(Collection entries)
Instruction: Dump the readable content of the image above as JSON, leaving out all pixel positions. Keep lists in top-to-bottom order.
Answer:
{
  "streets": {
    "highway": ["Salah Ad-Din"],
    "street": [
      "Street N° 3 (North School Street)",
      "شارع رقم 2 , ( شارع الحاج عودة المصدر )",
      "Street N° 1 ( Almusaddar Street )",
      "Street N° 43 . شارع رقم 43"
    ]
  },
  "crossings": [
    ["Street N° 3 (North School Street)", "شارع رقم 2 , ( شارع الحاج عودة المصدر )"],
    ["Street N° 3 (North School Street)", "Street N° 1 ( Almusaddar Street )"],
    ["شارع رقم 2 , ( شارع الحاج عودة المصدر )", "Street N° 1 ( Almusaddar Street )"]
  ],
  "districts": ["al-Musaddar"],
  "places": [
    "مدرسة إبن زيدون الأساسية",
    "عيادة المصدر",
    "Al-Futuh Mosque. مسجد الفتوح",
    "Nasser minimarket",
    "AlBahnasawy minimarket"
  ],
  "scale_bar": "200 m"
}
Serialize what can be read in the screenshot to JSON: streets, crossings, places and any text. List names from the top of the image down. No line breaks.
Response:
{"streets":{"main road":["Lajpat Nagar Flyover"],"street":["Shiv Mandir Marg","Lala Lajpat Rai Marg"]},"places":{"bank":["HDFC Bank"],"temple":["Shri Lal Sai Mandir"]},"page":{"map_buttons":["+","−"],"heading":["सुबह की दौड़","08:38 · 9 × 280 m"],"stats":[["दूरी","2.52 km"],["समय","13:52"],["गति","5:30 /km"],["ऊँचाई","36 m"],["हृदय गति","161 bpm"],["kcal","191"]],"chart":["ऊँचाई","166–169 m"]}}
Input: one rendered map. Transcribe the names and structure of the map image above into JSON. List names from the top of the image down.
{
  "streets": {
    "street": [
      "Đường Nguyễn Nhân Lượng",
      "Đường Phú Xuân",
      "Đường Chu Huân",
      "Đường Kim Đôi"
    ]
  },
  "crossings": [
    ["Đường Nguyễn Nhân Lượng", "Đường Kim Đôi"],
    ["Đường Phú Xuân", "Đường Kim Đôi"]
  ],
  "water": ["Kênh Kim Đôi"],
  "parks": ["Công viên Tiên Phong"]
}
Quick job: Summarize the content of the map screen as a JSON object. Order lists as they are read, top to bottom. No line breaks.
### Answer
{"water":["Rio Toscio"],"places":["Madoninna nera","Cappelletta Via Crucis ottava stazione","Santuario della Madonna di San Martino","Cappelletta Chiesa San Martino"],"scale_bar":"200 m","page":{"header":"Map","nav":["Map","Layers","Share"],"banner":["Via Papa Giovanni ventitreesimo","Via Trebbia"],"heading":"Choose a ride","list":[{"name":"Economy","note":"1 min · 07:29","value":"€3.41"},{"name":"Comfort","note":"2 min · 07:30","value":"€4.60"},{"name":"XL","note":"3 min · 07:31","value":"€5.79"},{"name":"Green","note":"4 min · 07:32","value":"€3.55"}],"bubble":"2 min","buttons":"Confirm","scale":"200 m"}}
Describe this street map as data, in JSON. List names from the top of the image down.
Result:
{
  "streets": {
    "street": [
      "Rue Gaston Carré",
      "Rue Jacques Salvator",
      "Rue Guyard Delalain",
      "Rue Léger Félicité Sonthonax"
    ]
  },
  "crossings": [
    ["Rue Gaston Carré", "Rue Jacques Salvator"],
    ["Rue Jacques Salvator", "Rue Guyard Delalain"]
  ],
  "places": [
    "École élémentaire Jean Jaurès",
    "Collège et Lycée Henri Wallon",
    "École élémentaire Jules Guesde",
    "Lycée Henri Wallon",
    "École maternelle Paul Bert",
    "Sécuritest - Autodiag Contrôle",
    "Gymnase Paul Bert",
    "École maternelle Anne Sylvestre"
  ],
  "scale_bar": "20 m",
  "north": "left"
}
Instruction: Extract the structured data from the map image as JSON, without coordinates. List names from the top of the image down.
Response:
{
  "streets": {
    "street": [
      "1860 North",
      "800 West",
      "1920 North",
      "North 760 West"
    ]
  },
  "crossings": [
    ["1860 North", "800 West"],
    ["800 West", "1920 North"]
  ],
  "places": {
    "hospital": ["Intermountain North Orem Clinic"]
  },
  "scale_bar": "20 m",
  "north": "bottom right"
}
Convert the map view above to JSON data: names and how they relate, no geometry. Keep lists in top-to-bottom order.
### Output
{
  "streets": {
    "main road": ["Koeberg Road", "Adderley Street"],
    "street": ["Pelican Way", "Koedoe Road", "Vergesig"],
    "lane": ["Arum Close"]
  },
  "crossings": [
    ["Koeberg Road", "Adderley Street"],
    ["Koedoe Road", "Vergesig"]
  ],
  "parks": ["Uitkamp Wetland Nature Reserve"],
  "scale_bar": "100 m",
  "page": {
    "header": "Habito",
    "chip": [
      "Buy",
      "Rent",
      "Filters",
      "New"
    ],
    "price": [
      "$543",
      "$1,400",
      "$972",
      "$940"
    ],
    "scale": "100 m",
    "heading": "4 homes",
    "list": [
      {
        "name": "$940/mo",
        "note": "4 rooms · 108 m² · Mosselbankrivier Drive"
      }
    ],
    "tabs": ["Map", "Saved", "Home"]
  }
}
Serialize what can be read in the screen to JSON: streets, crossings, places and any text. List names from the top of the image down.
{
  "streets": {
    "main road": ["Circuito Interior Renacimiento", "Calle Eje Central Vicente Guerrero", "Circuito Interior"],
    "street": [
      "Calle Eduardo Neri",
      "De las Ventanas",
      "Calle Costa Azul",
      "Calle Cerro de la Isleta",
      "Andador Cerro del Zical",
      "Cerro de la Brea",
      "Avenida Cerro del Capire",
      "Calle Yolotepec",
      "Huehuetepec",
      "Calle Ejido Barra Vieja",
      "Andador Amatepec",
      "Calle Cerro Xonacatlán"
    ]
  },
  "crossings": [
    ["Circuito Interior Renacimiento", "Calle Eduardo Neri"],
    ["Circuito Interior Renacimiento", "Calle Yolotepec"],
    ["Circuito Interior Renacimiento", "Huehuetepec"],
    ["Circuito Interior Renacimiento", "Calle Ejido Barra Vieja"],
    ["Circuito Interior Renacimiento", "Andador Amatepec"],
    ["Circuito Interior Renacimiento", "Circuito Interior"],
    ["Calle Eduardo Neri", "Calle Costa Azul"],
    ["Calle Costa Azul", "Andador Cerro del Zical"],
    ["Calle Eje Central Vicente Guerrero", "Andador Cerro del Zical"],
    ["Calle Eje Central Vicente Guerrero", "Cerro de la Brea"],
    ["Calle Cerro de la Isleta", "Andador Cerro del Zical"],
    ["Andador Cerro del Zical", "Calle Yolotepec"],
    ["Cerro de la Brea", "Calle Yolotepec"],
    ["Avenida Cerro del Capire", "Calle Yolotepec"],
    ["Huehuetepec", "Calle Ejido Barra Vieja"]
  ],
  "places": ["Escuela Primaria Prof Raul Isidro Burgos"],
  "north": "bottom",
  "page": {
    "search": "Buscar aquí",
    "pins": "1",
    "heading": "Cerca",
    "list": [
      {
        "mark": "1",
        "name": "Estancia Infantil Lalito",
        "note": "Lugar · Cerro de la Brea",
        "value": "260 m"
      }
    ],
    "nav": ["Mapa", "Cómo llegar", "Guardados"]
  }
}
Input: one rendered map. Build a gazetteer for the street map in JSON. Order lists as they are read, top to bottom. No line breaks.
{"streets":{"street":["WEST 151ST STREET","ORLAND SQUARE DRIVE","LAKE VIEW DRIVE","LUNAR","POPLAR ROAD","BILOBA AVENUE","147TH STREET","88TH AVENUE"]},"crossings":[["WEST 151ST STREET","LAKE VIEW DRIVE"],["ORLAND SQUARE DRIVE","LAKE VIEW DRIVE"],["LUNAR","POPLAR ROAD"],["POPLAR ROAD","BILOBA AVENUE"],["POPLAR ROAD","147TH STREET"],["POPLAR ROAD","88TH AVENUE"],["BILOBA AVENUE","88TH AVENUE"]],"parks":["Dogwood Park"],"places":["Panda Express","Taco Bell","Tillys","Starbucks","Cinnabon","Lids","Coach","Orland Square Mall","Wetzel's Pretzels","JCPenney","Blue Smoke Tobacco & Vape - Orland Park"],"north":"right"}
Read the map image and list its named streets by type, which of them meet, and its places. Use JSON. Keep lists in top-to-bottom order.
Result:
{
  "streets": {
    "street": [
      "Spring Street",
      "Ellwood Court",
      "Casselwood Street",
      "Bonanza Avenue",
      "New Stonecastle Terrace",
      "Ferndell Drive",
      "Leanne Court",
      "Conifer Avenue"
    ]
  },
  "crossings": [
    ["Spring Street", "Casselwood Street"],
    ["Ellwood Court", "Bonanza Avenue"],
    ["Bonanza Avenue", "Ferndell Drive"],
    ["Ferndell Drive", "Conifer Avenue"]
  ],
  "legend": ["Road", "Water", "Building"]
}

### WHAT THE TASK ASKS
Consider the entries above and return each line with the string "Keep".

### RESULT BELOW
Instruction: Dump the readable content of the image above as JSON, leaving out all pixel positions. Keep lists in top-to-bottom order.
Convert the map view above to JSON data: names and how they relate, no geometry. Keep lists in top-to-bottom order.
Read the map image and list its named streets by type, which of them meet, and its places. Use JSON. Keep lists in top-to-bottom order.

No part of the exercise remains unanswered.